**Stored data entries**
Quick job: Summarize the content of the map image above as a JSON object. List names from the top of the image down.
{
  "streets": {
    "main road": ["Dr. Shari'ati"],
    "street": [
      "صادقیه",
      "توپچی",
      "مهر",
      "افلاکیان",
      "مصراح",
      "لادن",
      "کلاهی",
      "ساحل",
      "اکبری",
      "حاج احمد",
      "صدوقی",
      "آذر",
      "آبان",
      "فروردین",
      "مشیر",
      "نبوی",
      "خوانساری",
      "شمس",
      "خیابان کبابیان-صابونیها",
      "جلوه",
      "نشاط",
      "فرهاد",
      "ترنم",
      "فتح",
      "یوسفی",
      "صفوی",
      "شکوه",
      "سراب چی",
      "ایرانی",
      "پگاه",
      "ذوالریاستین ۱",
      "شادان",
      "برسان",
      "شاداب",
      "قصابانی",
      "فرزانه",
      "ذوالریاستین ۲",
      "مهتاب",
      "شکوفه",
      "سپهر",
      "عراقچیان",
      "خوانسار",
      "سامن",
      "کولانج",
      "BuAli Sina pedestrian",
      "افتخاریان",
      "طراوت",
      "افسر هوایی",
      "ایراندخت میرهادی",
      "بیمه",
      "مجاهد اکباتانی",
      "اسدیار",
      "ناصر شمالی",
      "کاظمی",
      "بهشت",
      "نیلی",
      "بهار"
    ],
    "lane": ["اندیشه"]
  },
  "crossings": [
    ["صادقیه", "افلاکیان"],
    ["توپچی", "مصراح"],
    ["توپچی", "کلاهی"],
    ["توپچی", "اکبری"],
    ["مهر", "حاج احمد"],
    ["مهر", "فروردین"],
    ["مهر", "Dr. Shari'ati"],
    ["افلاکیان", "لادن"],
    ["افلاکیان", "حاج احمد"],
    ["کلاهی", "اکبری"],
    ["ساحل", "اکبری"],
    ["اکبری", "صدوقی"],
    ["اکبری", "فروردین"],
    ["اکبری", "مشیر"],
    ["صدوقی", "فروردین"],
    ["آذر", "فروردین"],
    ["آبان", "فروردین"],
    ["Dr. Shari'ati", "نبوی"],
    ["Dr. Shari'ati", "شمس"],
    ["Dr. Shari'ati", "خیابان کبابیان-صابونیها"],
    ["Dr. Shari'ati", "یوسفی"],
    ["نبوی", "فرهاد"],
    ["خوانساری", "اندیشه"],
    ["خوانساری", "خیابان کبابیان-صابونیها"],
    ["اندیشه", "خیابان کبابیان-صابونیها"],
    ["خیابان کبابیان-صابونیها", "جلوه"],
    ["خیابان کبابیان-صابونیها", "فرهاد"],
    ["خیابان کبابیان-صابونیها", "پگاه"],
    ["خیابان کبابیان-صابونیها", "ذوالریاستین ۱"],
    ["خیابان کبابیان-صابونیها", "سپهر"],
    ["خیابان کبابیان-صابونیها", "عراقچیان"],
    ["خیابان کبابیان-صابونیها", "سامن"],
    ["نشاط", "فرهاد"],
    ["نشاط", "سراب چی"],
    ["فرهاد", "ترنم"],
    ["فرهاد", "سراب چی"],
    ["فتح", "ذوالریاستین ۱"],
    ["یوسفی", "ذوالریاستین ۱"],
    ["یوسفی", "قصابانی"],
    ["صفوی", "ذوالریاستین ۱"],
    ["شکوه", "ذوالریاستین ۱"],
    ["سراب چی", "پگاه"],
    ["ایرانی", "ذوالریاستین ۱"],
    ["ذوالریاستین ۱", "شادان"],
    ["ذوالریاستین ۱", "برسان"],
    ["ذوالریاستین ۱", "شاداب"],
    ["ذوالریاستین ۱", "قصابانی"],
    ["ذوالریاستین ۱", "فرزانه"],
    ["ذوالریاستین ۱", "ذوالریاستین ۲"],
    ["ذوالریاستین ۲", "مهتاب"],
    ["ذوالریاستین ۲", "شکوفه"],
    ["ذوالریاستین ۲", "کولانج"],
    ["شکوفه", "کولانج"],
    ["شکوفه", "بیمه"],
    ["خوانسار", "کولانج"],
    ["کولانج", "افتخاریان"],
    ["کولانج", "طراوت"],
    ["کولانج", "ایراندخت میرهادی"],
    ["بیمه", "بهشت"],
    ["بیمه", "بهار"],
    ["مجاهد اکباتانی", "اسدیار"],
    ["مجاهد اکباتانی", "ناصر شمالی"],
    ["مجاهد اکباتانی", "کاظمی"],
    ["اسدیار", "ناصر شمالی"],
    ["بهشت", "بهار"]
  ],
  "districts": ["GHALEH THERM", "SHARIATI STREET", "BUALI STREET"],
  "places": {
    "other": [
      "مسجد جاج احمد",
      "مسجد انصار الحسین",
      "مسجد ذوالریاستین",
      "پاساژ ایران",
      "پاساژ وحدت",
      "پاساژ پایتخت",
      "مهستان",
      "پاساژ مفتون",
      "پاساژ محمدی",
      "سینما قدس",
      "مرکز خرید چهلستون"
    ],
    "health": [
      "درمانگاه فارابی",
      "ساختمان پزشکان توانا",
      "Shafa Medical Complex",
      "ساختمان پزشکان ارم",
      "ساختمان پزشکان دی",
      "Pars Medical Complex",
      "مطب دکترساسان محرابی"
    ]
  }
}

**Instructions for the task**
Give back all of the data above without any alteration.

**Response to this exercise**
Quick job: Summarize the content of the map image above as a JSON object. List names from the top of the image down.
{
  "streets": {
    "main road": ["Dr. Shari'ati"],
    "street": [
      "صادقیه",
      "توپچی",
      "مهر",
      "افلاکیان",
      "مصراح",
      "لادن",
      "کلاهی",
      "ساحل",
      "اکبری",
      "حاج احمد",
      "صدوقی",
      "آذر",
      "آبان",
      "فروردین",
      "مشیر",
      "نبوی",
      "خوانساری",
      "شمس",
      "خیابان کبابیان-صابونیها",
      "جلوه",
      "نشاط",
      "فرهاد",
      "ترنم",
      "فتح",
      "یوسفی",
      "صفوی",
      "شکوه",
      "سراب چی",
      "ایرانی",
      "پگاه",
      "ذوالریاستین ۱",
      "شادان",
      "برسان",
      "شاداب",
      "قصابانی",
      "فرزانه",
      "ذوالریاستین ۲",
      "مهتاب",
      "شکوفه",
      "سپهر",
      "عراقچیان",
      "خوانسار",
      "سامن",
      "کولانج",
      "BuAli Sina pedestrian",
      "افتخاریان",
      "طراوت",
      "افسر هوایی",
      "ایراندخت میرهادی",
      "بیمه",
      "مجاهد اکباتانی",
      "اسدیار",
      "ناصر شمالی",
      "کاظمی",
      "بهشت",
      "نیلی",
      "بهار"
    ],
    "lane": ["اندیشه"]
  },
  "crossings": [
    ["صادقیه", "افلاکیان"],
    ["توپچی", "مصراح"],
    ["توپچی", "کلاهی"],
    ["توپچی", "اکبری"],
    ["مهر", "حاج احمد"],
    ["مهر", "فروردین"],
    ["مهر", "Dr. Shari'ati"],
    ["افلاکیان", "لادن"],
    ["افلاکیان", "حاج احمد"],
    ["کلاهی", "اکبری"],
    ["ساحل", "اکبری"],
    ["اکبری", "صدوقی"],
    ["اکبری", "فروردین"],
    ["اکبری", "مشیر"],
    ["صدوقی", "فروردین"],
    ["آذر", "فروردین"],
    ["آبان", "فروردین"],
    ["Dr. Shari'ati", "نبوی"],
    ["Dr. Shari'ati", "شمس"],
    ["Dr. Shari'ati", "خیابان کبابیان-صابونیها"],
    ["Dr. Shari'ati", "یوسفی"],
    ["نبوی", "فرهاد"],
    ["خوانساری", "اندیشه"],
    ["خوانساری", "خیابان کبابیان-صابونیها"],
    ["اندیشه", "خیابان کبابیان-صابونیها"],
    ["خیابان کبابیان-صابونیها", "جلوه"],
    ["خیابان کبابیان-صابونیها", "فرهاد"],
    ["خیابان کبابیان-صابونیها", "پگاه"],
    ["خیابان کبابیان-صابونیها", "ذوالریاستین ۱"],
    ["خیابان کبابیان-صابونیها", "سپهر"],
    ["خیابان کبابیان-صابونیها", "عراقچیان"],
    ["خیابان کبابیان-صابونیها", "سامن"],
    ["نشاط", "فرهاد"],
    ["نشاط", "سراب چی"],
    ["فرهاد", "ترنم"],
    ["فرهاد", "سراب چی"],
    ["فتح", "ذوالریاستین ۱"],
    ["یوسفی", "ذوالریاستین ۱"],
    ["یوسفی", "قصابانی"],
    ["صفوی", "ذوالریاستین ۱"],
    ["شکوه", "ذوالریاستین ۱"],
    ["سراب چی", "پگاه"],
    ["ایرانی", "ذوالریاستین ۱"],
    ["ذوالریاستین ۱", "شادان"],
    ["ذوالریاستین ۱", "برسان"],
    ["ذوالریاستین ۱", "شاداب"],
    ["ذوالریاستین ۱", "قصابانی"],
    ["ذوالریاستین ۱", "فرزانه"],
    ["ذوالریاستین ۱", "ذوالریاستین ۲"],
    ["ذوالریاستین ۲", "مهتاب"],
    ["ذوالریاستین ۲", "شکوفه"],
    ["ذوالریاستین ۲", "کولانج"],
    ["شکوفه", "کولانج"],
    ["شکوفه", "بیمه"],
    ["خوانسار", "کولانج"],
    ["کولانج", "افتخاریان"],
    ["کولانج", "طراوت"],
    ["کولانج", "ایراندخت میرهادی"],
    ["بیمه", "بهشت"],
    ["بیمه", "بهار"],
    ["مجاهد اکباتانی", "اسدیار"],
    ["مجاهد اکباتانی", "ناصر شمالی"],
    ["مجاهد اکباتانی", "کاظمی"],
    ["اسدیار", "ناصر شمالی"],
    ["بهشت", "بهار"]
  ],
  "districts": ["GHALEH THERM", "SHARIATI STREET", "BUALI STREET"],
  "places": {
    "other": [
      "مسجد جاج احمد",
      "مسجد انصار الحسین",
      "مسجد ذوالریاستین",
      "پاساژ ایران",
      "پاساژ وحدت",
      "پاساژ پایتخت",
      "مهستان",
      "پاساژ مفتون",
      "پاساژ محمدی",
      "سینما قدس",
      "مرکز خرید چهلستون"
    ],
    "health": [
      "درمانگاه فارابی",
      "ساختمان پزشکان توانا",
      "Shafa Medical Complex",
      "ساختمان پزشکان ارم",
      "ساختمان پزشکان دی",
      "Pars Medical Complex",
      "مطب دکترساسان محرابی"
    ]
  }
}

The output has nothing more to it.